Joan Tower’s 1986 Breakfast Rhythms I amiably blended long sustained tones and interrupting short explosions, a restricted repertory of sustained pitches, regularly-recurring chords in which triads emerged readily from a complex background, repeated tritones, and a fine cantabile line in paired violin and cello. She provided her own delightfully noncommunicative and technical essay. She is scheduled to be the special guest at Collage’s fundraiser in April.

Seven by Seven by Matthew Ricketts, seven minutes long for seven players in slow triple meter, was another tolling-bell piece. It started with a gently-repeated middle C in the piano (I was reminded of Debussy’s Les Angélus) that spread out gradually with scale segments in other instruments surrounding it, sighing in crescendo-decrescendo warbles, and eventually becoming harmonic motion. In a pre-concert talk, the composer spoke of beginning the compositional process with a single note which he would “treat like a fact,” and in fact it became a bell tone.

Do all contemporary concerts include crotales?

Kamran Ince’s Waves of Talya (1988) closed the show with a bright, chopping, noisy, and overly long expostulation in several sections of what might be considered modern Janissary music.
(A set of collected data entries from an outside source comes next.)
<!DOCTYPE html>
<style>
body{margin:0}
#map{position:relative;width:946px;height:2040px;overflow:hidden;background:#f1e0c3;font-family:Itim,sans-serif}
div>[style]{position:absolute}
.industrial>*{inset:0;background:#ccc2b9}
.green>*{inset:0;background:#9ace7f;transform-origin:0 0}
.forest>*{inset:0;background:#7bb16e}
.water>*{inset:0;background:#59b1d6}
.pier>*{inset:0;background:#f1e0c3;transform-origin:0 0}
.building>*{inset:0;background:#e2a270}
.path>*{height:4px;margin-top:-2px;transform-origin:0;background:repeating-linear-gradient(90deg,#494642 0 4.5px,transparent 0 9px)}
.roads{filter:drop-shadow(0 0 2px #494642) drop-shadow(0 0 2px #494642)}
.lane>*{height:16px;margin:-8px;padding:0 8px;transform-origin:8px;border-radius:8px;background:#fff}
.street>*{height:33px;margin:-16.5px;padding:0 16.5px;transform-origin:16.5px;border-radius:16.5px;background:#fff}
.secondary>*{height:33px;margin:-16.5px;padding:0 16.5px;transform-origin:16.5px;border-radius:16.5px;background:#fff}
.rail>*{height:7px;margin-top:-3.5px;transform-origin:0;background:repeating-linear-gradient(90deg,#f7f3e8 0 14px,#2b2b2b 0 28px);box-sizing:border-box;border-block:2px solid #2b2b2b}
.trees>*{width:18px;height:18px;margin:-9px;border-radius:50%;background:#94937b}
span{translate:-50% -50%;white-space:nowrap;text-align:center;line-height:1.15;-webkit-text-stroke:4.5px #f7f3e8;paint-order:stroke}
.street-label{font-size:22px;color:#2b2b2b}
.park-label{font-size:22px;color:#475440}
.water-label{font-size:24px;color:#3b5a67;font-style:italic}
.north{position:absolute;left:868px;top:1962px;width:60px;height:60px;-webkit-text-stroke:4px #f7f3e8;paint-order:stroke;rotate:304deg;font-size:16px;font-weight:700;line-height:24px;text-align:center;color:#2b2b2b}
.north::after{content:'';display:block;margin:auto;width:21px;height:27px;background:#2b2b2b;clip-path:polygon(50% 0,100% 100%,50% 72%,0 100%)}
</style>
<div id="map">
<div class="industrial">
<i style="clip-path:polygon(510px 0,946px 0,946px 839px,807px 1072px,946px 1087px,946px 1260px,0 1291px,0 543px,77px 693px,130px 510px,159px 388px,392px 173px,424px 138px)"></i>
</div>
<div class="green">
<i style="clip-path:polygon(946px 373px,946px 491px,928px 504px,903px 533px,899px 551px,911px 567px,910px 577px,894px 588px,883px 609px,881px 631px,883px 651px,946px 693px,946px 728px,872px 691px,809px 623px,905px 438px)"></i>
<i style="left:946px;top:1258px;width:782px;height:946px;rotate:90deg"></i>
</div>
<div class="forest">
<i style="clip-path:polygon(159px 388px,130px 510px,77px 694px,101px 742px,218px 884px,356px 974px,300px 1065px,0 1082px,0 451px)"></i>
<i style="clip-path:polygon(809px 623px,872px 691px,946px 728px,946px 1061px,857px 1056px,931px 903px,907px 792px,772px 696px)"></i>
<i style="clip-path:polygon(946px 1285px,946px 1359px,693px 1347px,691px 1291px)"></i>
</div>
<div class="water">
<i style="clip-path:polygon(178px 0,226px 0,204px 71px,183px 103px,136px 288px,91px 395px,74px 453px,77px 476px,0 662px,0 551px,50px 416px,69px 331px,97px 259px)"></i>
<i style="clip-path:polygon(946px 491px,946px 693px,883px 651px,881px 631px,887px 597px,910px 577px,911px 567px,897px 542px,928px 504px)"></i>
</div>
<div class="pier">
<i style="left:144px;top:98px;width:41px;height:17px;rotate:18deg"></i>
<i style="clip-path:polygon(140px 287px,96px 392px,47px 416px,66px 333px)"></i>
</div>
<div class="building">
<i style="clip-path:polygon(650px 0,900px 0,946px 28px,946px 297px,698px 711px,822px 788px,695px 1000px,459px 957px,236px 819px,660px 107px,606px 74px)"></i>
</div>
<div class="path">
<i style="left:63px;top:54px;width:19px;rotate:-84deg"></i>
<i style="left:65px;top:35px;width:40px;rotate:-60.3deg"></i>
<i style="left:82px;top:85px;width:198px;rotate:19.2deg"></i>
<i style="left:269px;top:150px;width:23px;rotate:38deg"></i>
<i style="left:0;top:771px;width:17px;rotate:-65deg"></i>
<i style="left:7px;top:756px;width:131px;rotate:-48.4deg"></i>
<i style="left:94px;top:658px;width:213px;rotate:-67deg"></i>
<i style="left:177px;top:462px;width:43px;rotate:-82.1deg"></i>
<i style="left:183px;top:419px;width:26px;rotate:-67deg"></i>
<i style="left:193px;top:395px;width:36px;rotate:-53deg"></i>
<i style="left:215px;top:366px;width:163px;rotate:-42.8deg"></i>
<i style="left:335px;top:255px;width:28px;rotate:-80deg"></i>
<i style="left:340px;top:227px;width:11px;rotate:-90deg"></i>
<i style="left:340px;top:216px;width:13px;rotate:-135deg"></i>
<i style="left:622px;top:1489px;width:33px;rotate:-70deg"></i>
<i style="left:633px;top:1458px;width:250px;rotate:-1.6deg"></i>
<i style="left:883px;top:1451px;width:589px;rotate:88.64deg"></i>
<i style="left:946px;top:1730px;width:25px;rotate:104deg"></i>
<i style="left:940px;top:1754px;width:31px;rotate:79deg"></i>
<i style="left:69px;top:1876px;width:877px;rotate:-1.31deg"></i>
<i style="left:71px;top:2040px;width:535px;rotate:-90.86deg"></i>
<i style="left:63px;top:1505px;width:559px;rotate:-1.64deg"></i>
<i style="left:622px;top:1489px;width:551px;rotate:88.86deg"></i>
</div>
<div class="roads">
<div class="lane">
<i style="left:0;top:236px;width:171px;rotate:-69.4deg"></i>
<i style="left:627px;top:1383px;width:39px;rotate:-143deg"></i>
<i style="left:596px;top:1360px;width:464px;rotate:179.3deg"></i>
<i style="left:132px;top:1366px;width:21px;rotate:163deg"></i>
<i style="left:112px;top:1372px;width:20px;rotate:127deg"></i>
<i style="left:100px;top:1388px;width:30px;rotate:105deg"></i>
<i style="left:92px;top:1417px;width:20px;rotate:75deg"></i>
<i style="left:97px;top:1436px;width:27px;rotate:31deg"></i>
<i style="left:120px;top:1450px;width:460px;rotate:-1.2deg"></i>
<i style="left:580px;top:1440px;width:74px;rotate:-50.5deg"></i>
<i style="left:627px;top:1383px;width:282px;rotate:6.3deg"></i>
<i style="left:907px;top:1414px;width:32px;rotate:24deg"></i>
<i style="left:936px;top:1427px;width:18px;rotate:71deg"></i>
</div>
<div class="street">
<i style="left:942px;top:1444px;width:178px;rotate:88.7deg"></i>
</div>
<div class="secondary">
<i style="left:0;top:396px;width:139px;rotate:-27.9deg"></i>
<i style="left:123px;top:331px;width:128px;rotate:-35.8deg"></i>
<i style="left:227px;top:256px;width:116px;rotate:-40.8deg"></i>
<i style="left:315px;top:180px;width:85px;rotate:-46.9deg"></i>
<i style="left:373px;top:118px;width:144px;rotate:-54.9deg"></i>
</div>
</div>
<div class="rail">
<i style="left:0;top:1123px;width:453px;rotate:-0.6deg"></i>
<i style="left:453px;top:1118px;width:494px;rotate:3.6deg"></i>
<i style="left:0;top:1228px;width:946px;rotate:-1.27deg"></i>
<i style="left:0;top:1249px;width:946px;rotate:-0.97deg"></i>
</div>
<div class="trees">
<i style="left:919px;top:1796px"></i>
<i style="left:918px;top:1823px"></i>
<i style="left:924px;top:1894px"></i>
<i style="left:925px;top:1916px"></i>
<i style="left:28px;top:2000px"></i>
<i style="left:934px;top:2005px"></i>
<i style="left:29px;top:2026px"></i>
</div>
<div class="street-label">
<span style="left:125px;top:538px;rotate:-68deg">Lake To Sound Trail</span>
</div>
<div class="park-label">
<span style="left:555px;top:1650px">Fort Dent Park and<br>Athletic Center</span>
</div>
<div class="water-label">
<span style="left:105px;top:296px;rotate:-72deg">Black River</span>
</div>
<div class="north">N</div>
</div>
We heard a lot of D minor, often in a minimalist texture of repeated chords, sweet and resonant, strongly harmonic with measured bass supporting a sharply contrasting upper chromatic melody. Ince gave occasion for plenty of color, alternately austerely chorale-like and jingling, and with a middle-Eastern flavor that one already heard years earlier in the ostinato ensembles of Alan Hovhaness’s work. Sometimes he echoed Ravel, or even of Poulenc’s gamelan-like pastiches. A long tutti with a melody in octaves, including xylophone doubling piano, appeared near the big D major-minor ending.

The final piece excepted, the works chosen seemed designed for intensive yet concise expression. All of the composers wrote economically, leaving very little that didn’t seem necessary, and all with a keen sense of sound. The players appeared to be gratified by this, especially veterans Catherine French, violin, Christopher Oldfather, piano, and Craig McNutt, percussion, all of whom had their hands full pretty much all the time; and the newcomers Sarah Brady, flute, Alexis Lanz, clarinet, Mary Ferillo, viola, and Jennifer Lucht, cello — a double handshake to Lucht for her outstanding and fearless accompaniment in Eric Moe’s song named after her instrument. David Hoose served as the ever-unperturbed master of the entire ensemble, as he has been doing for years now with first-class skill and taste.

Mark DeVoto, musicologist and composer, is an expert in Alban Berg, also Ravel and Debussy. A graduate of Harvard College (1961) and Princeton (PhD, 1967), he has published extensively on these composers and many music subjects, most notably, harmony.